• Problem to solve:
Write out every line below that includes the word "heat".

• Recorded information:
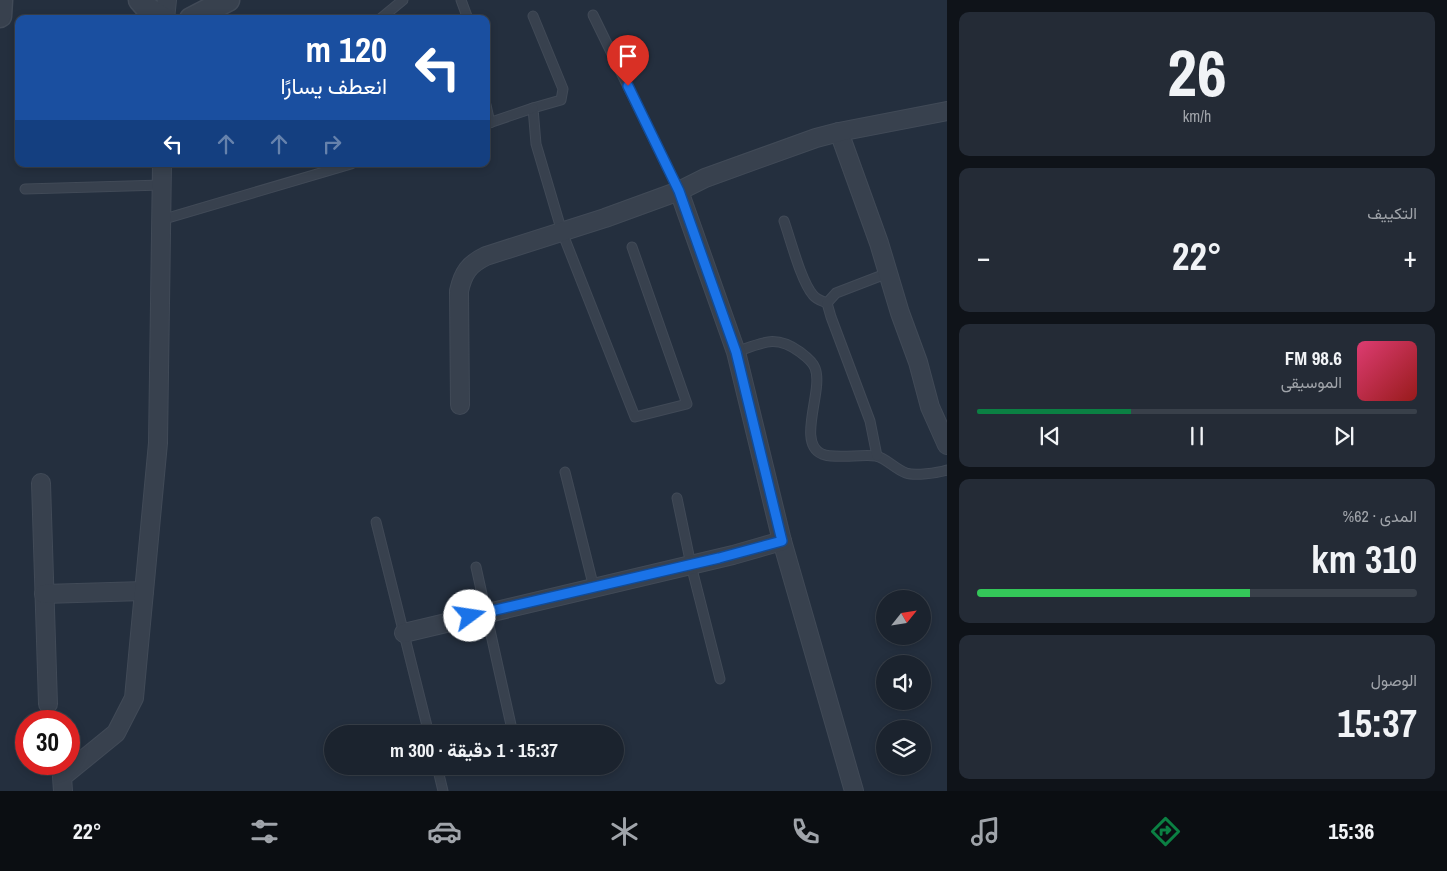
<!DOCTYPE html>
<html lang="ar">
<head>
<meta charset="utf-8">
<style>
  :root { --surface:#1b232e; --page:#242b36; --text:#f1f3f6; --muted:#a0a4aa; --line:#39404a; --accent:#0b8043 }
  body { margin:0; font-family:"Archivo Narrow",Vazirmatn,sans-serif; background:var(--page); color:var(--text); direction:rtl; height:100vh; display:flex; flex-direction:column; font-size:19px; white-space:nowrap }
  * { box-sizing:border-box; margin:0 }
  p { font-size:16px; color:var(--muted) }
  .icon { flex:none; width:28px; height:28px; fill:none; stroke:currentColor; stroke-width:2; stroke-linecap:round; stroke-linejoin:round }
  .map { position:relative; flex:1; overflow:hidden; direction:ltr }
  .sheet { display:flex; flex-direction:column; gap:12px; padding:12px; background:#0f1319; width:500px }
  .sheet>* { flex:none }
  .top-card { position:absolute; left:15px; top:15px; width:475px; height:152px; border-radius:10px; box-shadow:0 2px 8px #0003,0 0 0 1px var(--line); direction:rtl; background:#1a4fa0; color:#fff; overflow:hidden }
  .needle { width:32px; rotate:60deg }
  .tools { position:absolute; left:876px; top:590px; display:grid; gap:10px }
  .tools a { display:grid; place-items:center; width:55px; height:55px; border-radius:50%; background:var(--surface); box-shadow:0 2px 8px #0003,0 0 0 1px var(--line); font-size:25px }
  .speed { position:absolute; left:15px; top:710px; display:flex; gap:10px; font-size:25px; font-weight:700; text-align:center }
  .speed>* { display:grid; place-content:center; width:65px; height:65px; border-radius:50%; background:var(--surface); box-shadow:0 2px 8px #0003,0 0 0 1px var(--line); line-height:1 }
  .speed .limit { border:8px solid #d22; background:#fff; color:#111 }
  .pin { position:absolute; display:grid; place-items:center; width:42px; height:42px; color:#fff; margin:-51px -21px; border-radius:50% 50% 50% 0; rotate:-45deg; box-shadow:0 0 5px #0007 }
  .pin .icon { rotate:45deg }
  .me { position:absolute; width:55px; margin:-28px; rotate:76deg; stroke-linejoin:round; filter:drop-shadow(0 0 4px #0008) }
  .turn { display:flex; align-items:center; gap:18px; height:105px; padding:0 20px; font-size:22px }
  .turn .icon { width:65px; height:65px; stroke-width:2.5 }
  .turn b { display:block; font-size:35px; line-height:42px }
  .lanes { display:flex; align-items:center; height:48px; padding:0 20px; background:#0003; justify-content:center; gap:25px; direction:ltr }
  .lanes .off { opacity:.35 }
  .big { font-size:38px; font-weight:700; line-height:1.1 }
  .sheet .widget { flex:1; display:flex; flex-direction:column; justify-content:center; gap:8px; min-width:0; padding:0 18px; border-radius:10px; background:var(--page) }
  .sheet .dial { align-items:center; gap:0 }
  .dial b { font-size:65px; line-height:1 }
  .song { display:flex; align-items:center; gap:15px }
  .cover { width:60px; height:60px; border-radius:8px; background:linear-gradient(135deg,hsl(340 70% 55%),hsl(0 70% 35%)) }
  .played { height:5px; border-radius:2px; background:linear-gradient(90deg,var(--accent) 35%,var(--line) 35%) }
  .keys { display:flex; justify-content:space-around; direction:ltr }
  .heat { display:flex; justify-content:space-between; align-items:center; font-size:28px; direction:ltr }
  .charge { height:8px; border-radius:4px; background:linear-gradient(90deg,#34c759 62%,var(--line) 0) }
  .trip { position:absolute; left:324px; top:725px; width:300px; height:50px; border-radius:25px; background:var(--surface); box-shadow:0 2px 8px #0003,0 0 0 1px var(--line); font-weight:700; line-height:50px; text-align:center; direction:rtl }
  .dock { display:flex; height:80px; justify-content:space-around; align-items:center; background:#0b0e12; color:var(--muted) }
  .dock .icon { width:35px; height:35px }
  .dock .on { color:var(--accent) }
  .dock b { font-size:22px; color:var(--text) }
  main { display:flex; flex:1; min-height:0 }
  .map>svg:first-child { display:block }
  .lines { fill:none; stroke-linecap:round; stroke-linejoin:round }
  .service-casing { stroke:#414a57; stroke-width:11 }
  .minor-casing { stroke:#414a57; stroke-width:20 }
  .tertiary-casing { stroke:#414a57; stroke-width:25 }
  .service { stroke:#38414e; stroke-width:9 }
  .minor { stroke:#38414e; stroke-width:18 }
  .tertiary { stroke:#38414e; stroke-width:22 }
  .route-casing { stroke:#114b97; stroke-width:12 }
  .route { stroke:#1a73e8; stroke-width:9 }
</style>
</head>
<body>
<main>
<section class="sheet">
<div class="widget dial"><b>26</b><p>km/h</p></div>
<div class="widget"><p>التكييف</p>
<div class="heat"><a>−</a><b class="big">22°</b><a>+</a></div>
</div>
<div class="widget">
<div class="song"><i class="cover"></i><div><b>98.6 FM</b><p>الموسيقى</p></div></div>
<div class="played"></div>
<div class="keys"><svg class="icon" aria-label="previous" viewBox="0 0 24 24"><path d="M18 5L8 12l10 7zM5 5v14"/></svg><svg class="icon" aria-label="pause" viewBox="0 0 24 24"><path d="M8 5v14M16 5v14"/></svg><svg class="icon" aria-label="next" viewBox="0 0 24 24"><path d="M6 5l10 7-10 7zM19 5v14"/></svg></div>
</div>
<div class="widget"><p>المدى · 62%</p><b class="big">310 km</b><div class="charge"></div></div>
<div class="widget"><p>الوصول</p><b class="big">15:37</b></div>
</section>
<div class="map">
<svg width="947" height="791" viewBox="0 0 947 791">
  <rect width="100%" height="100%" fill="#242f3e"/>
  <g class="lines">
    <defs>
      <g id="service">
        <path d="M 461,0 L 468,19"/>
        <path d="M 593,15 L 679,191"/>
        <path d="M 533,16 L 563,89 L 561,100 L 533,108 L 536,144 L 562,232 L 635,417 L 687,404 L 632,247"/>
        <path d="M 380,19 L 403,0"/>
        <path d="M 486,105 L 490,123"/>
        <path d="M 486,124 L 533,108"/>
        <path d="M 25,189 L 162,185"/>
        <path d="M 161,220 L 351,164"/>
        <path d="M 784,221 C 791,241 801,281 813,295 C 817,300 822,301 827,303"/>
        <path d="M 736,352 C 762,343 775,334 800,352 C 804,355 813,362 815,368 C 824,390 796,443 822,454 C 832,459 863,454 876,456 C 886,458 895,469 906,473 C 915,476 937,473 947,470"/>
        <path d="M 877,456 L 870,421 L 831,317 L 827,303 L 836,293 L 888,273"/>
        <path d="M 565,472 L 594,588"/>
        <path d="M 677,498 L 691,565 L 720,679"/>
        <path d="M 376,522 L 429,734"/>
        <path d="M 476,567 L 513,734"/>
        <path d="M 437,766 L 443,791"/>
      </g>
      <g id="minor">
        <path d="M 165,19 L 167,0"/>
        <path d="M 839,132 L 879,243 L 900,313 L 918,362 L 930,407 L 947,445"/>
        <path d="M 679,191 L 736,352 L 782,541 L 854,791"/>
        <path d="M 460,405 L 459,291 C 463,273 469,264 486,256 L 605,218 L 679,191 L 705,178 L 816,138 L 839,132 L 947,111"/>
        <path d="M 41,483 L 48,704"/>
        <path d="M 44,594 L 144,591"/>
        <path d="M 404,633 L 733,555 L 782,541"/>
        <path d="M 63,791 L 62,777 L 116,733 L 134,698 L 158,443 L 162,164"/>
      </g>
      <g id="tertiary">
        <path d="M 140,0 C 147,9 153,14 164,19"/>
        <path d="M 0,16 L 1,0"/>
        <path d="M 191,19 L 228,0"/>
      </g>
    </defs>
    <!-- service casing -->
    <use href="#service" class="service-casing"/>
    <!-- minor casing -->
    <use href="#minor" class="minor-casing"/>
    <!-- tertiary casing -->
    <use href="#tertiary" class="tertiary-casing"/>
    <!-- service -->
    <use href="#service" class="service"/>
    <!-- minor -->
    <use href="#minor" class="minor"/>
    <!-- tertiary -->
    <use href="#tertiary" class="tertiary"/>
  </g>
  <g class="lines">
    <defs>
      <path id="route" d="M 470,616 L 719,558 L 782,541 L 736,352 L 679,191 L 628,86"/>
    </defs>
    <!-- route casing -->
    <use href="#route" class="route-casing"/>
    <!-- route -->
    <use href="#route" class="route"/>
  </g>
</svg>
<div class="tools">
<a><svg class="needle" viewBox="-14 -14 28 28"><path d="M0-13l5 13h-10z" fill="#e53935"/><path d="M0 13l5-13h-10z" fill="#a0a4aa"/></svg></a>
<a><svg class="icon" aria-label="sound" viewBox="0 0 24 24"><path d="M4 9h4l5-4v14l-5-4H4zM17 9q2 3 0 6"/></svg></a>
<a><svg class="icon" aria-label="layers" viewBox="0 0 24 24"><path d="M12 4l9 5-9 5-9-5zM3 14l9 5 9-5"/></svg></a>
</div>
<div class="speed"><div class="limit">30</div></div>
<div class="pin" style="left:628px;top:86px;background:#d93025"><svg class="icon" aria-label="arrive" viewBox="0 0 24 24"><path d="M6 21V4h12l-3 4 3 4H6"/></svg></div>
<svg class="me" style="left:470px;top:616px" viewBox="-20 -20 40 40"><circle r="19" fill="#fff"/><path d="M0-13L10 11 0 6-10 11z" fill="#1a73e8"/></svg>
<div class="trip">15:37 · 1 دقيقة · 300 m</div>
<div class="top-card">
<div class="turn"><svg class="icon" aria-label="left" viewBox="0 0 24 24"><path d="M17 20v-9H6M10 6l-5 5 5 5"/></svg><div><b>120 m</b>انعطف يسارًا</div></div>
<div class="lanes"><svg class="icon" aria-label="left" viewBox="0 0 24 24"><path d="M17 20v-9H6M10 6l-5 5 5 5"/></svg><svg class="icon off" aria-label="ahead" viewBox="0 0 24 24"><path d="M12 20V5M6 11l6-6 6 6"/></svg><svg class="icon off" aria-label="ahead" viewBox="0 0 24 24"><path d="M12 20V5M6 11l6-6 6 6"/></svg><svg class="icon off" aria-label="right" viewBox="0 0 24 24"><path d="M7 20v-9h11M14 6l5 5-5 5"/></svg></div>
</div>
</div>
</main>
<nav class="dock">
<b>15:36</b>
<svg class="icon on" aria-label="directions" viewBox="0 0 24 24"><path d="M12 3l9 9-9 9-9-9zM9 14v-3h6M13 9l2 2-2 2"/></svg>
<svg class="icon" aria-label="music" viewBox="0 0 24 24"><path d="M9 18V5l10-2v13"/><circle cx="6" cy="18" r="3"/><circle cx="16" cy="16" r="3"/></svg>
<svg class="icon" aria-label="phone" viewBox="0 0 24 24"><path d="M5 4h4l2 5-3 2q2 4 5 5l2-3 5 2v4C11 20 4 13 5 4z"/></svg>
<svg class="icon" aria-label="climate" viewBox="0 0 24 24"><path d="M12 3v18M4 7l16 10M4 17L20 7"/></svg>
<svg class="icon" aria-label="car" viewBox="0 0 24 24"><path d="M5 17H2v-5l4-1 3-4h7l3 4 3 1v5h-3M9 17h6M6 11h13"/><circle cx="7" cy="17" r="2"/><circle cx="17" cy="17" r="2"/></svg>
<svg class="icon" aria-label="filters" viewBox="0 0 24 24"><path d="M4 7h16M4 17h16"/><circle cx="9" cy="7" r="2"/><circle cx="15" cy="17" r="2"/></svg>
<b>22°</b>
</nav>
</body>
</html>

• Written response:
  .heat { display:flex; justify-content:space-between; align-items:center; font-size:28px; direction:ltr }
<div class="heat"><a>−</a><b class="big">22°</b><a>+</a></div>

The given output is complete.